WHAT TO WORK ON:
In the listing below, identify each line with the word "buttons" and return those lines.

Start of DATASET EXCERPTS

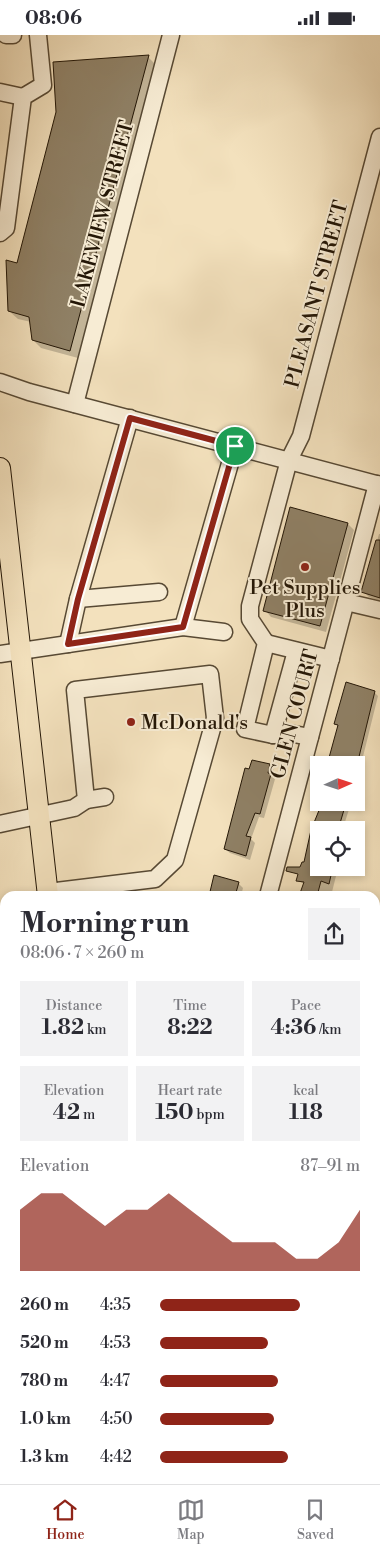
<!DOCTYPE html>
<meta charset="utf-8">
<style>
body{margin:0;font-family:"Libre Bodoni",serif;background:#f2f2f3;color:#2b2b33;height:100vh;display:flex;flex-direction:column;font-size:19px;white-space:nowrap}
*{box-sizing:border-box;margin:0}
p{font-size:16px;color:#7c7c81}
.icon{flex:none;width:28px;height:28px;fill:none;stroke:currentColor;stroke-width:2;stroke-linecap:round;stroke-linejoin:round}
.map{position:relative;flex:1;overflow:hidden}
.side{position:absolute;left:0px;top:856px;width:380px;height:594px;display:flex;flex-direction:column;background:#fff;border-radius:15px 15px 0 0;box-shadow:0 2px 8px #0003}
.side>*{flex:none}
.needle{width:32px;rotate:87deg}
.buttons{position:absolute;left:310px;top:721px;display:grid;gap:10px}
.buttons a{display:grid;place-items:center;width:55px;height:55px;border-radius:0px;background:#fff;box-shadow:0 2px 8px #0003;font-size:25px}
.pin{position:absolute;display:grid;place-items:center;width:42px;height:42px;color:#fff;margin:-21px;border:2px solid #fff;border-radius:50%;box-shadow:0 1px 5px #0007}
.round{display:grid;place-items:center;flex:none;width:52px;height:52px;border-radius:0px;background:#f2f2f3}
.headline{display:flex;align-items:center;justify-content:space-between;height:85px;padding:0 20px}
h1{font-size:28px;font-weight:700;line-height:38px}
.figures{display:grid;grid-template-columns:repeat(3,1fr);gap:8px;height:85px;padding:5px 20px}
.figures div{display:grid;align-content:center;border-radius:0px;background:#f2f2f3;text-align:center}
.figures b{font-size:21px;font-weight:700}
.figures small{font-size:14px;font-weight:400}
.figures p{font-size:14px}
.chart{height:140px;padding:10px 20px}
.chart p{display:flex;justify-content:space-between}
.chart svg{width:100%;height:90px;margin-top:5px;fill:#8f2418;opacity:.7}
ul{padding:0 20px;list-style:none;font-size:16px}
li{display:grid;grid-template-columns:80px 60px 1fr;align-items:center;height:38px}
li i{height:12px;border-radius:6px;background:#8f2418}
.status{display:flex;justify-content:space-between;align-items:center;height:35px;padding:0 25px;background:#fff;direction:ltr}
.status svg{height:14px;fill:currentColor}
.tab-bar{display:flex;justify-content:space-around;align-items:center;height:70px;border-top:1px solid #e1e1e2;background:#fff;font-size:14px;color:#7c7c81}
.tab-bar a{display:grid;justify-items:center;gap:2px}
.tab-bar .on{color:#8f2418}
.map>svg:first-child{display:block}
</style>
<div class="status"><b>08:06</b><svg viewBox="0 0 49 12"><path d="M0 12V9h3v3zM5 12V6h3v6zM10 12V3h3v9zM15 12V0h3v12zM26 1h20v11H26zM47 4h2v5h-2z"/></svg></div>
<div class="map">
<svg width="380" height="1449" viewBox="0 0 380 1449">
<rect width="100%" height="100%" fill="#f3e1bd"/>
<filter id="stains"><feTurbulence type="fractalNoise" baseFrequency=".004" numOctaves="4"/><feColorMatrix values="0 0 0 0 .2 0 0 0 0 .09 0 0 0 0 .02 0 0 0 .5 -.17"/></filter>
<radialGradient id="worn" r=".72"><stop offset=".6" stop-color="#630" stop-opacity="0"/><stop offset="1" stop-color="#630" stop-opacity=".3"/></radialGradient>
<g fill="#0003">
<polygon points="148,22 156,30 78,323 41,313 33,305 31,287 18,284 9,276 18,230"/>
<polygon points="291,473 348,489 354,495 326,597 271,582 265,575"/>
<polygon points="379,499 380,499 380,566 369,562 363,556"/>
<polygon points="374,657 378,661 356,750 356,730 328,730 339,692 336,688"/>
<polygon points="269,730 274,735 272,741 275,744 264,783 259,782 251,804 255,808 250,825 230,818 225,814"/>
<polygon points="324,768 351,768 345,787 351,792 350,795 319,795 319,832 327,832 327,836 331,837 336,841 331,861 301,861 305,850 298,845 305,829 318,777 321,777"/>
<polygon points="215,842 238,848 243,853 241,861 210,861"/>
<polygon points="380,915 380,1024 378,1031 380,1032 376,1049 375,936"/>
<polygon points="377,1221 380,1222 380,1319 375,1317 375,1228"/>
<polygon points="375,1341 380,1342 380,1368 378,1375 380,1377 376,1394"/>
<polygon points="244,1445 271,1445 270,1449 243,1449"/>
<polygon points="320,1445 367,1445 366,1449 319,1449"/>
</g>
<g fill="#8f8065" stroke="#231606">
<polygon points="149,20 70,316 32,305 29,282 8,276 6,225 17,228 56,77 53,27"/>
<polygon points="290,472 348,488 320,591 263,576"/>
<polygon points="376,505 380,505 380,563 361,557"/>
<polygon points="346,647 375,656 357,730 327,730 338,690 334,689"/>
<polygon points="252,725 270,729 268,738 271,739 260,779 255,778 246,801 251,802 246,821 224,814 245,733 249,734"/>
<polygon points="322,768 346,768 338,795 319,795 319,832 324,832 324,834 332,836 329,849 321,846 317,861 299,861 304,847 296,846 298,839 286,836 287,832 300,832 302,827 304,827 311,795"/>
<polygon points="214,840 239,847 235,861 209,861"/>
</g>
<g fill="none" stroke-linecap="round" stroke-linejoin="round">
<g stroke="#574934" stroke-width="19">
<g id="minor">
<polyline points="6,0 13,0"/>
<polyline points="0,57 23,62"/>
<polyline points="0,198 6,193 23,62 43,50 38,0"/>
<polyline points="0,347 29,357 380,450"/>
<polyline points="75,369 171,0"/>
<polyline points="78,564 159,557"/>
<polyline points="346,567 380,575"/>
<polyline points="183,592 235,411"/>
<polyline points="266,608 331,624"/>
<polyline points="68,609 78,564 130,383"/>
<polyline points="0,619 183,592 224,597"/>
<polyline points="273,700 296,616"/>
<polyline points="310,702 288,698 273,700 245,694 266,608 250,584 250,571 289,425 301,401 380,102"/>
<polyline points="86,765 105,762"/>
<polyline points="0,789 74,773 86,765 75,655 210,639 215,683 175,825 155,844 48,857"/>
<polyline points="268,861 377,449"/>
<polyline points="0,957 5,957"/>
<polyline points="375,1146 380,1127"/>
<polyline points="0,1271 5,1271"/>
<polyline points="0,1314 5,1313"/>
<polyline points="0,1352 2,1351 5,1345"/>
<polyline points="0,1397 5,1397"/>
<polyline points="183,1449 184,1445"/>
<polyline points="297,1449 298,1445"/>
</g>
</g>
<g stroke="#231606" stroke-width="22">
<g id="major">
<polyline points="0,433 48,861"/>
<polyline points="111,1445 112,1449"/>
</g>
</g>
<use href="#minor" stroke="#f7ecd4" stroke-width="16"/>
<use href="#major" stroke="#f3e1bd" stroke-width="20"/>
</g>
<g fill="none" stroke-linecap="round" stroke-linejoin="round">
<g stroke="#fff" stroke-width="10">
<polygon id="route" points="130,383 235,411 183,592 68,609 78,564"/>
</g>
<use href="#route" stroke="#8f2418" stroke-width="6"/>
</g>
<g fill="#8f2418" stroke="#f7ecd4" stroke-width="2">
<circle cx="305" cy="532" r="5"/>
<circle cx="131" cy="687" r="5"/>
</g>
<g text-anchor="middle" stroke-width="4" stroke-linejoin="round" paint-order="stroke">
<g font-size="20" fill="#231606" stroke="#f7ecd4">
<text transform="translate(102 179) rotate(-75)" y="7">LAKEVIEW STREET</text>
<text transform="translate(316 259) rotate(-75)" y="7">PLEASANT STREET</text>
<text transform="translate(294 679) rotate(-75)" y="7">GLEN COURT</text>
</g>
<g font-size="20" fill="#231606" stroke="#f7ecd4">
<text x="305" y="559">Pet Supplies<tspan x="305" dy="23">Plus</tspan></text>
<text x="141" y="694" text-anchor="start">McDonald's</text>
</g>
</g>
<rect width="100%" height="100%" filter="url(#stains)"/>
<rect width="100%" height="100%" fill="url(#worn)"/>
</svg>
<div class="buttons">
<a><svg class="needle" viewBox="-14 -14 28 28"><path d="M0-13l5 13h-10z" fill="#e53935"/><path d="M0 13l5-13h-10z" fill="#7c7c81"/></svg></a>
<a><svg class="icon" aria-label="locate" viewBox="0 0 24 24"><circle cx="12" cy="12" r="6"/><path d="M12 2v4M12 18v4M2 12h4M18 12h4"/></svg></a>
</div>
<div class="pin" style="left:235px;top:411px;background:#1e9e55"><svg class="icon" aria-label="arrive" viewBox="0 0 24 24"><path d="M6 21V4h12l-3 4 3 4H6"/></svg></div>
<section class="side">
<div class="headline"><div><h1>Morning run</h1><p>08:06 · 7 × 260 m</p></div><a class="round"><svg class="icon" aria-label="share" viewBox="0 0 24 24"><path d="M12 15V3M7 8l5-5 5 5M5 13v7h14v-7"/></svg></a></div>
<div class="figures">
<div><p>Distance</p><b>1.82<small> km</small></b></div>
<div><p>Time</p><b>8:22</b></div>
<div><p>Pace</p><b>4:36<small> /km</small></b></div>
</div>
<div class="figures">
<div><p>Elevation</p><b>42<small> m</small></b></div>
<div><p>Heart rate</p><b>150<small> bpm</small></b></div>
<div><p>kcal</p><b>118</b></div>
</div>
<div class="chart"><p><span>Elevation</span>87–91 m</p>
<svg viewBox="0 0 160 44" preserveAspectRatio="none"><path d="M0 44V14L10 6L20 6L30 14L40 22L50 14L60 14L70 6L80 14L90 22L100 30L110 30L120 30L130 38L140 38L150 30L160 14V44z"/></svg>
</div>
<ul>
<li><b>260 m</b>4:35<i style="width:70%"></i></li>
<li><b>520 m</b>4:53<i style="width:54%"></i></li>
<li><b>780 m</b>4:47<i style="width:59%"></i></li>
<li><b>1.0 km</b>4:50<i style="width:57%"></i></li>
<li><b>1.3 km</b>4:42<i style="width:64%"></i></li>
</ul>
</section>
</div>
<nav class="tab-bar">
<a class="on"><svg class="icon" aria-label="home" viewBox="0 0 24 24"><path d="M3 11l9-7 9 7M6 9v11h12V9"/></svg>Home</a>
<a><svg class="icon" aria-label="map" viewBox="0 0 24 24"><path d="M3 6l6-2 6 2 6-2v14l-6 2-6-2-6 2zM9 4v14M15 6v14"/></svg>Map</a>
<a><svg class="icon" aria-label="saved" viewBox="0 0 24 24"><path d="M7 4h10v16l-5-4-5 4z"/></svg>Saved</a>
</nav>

End of DATASET EXCERPTS

EXERCISE OUTPUT:
.buttons{position:absolute;left:310px;top:721px;display:grid;gap:10px}
.buttons a{display:grid;place-items:center;width:55px;height:55px;border-radius:0px;background:#fff;box-shadow:0 2px 8px #0003;font-size:25px}
<div class="buttons">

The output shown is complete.